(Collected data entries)
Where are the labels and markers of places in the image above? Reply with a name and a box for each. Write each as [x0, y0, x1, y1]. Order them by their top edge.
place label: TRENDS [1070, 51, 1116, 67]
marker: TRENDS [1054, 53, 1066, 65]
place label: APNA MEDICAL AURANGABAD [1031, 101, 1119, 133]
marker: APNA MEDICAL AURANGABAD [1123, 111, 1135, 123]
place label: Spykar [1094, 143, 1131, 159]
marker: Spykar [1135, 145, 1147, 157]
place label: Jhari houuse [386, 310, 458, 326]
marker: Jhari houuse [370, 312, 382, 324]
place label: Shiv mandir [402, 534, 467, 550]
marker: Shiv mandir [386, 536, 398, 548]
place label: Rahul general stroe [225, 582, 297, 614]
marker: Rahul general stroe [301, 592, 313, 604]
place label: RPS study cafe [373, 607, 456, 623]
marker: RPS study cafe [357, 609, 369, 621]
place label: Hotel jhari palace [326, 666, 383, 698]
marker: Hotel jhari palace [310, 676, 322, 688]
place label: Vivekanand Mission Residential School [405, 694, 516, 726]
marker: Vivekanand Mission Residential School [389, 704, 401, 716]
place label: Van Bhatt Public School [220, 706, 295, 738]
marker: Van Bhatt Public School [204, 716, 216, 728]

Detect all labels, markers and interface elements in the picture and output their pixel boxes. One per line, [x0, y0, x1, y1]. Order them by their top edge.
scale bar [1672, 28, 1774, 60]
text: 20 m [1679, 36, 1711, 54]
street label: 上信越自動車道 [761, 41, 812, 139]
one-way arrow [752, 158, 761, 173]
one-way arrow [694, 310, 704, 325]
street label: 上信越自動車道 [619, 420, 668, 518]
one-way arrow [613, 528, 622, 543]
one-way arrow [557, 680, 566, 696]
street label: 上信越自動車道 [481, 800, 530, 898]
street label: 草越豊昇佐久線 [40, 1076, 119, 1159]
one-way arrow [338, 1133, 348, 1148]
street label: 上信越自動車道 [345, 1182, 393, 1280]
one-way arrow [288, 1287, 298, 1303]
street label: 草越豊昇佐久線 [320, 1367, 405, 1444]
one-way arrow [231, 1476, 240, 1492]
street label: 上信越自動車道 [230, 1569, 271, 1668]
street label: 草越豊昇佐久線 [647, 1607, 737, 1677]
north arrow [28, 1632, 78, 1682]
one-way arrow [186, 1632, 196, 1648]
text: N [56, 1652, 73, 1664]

- [Work to be completed]:
Each entry is to be output exactly as it was written.

- [Response]:
Where are the labels and markers of places in the image above? Reply with a name and a box for each. Write each as [x0, y0, x1, y1]. Order them by their top edge.
place label: TRENDS [1070, 51, 1116, 67]
marker: TRENDS [1054, 53, 1066, 65]
place label: APNA MEDICAL AURANGABAD [1031, 101, 1119, 133]
marker: APNA MEDICAL AURANGABAD [1123, 111, 1135, 123]
place label: Spykar [1094, 143, 1131, 159]
marker: Spykar [1135, 145, 1147, 157]
place label: Jhari houuse [386, 310, 458, 326]
marker: Jhari houuse [370, 312, 382, 324]
place label: Shiv mandir [402, 534, 467, 550]
marker: Shiv mandir [386, 536, 398, 548]
place label: Rahul general stroe [225, 582, 297, 614]
marker: Rahul general stroe [301, 592, 313, 604]
place label: RPS study cafe [373, 607, 456, 623]
marker: RPS study cafe [357, 609, 369, 621]
place label: Hotel jhari palace [326, 666, 383, 698]
marker: Hotel jhari palace [310, 676, 322, 688]
place label: Vivekanand Mission Residential School [405, 694, 516, 726]
marker: Vivekanand Mission Residential School [389, 704, 401, 716]
place label: Van Bhatt Public School [220, 706, 295, 738]
marker: Van Bhatt Public School [204, 716, 216, 728]

Detect all labels, markers and interface elements in the picture and output their pixel boxes. One per line, [x0, y0, x1, y1]. Order them by their top edge.
scale bar [1672, 28, 1774, 60]
text: 20 m [1679, 36, 1711, 54]
street label: 上信越自動車道 [761, 41, 812, 139]
one-way arrow [752, 158, 761, 173]
one-way arrow [694, 310, 704, 325]
street label: 上信越自動車道 [619, 420, 668, 518]
one-way arrow [613, 528, 622, 543]
one-way arrow [557, 680, 566, 696]
street label: 上信越自動車道 [481, 800, 530, 898]
street label: 草越豊昇佐久線 [40, 1076, 119, 1159]
one-way arrow [338, 1133, 348, 1148]
street label: 上信越自動車道 [345, 1182, 393, 1280]
one-way arrow [288, 1287, 298, 1303]
street label: 草越豊昇佐久線 [320, 1367, 405, 1444]
one-way arrow [231, 1476, 240, 1492]
street label: 上信越自動車道 [230, 1569, 271, 1668]
street label: 草越豊昇佐久線 [647, 1607, 737, 1677]
north arrow [28, 1632, 78, 1682]
one-way arrow [186, 1632, 196, 1648]
text: N [56, 1652, 73, 1664]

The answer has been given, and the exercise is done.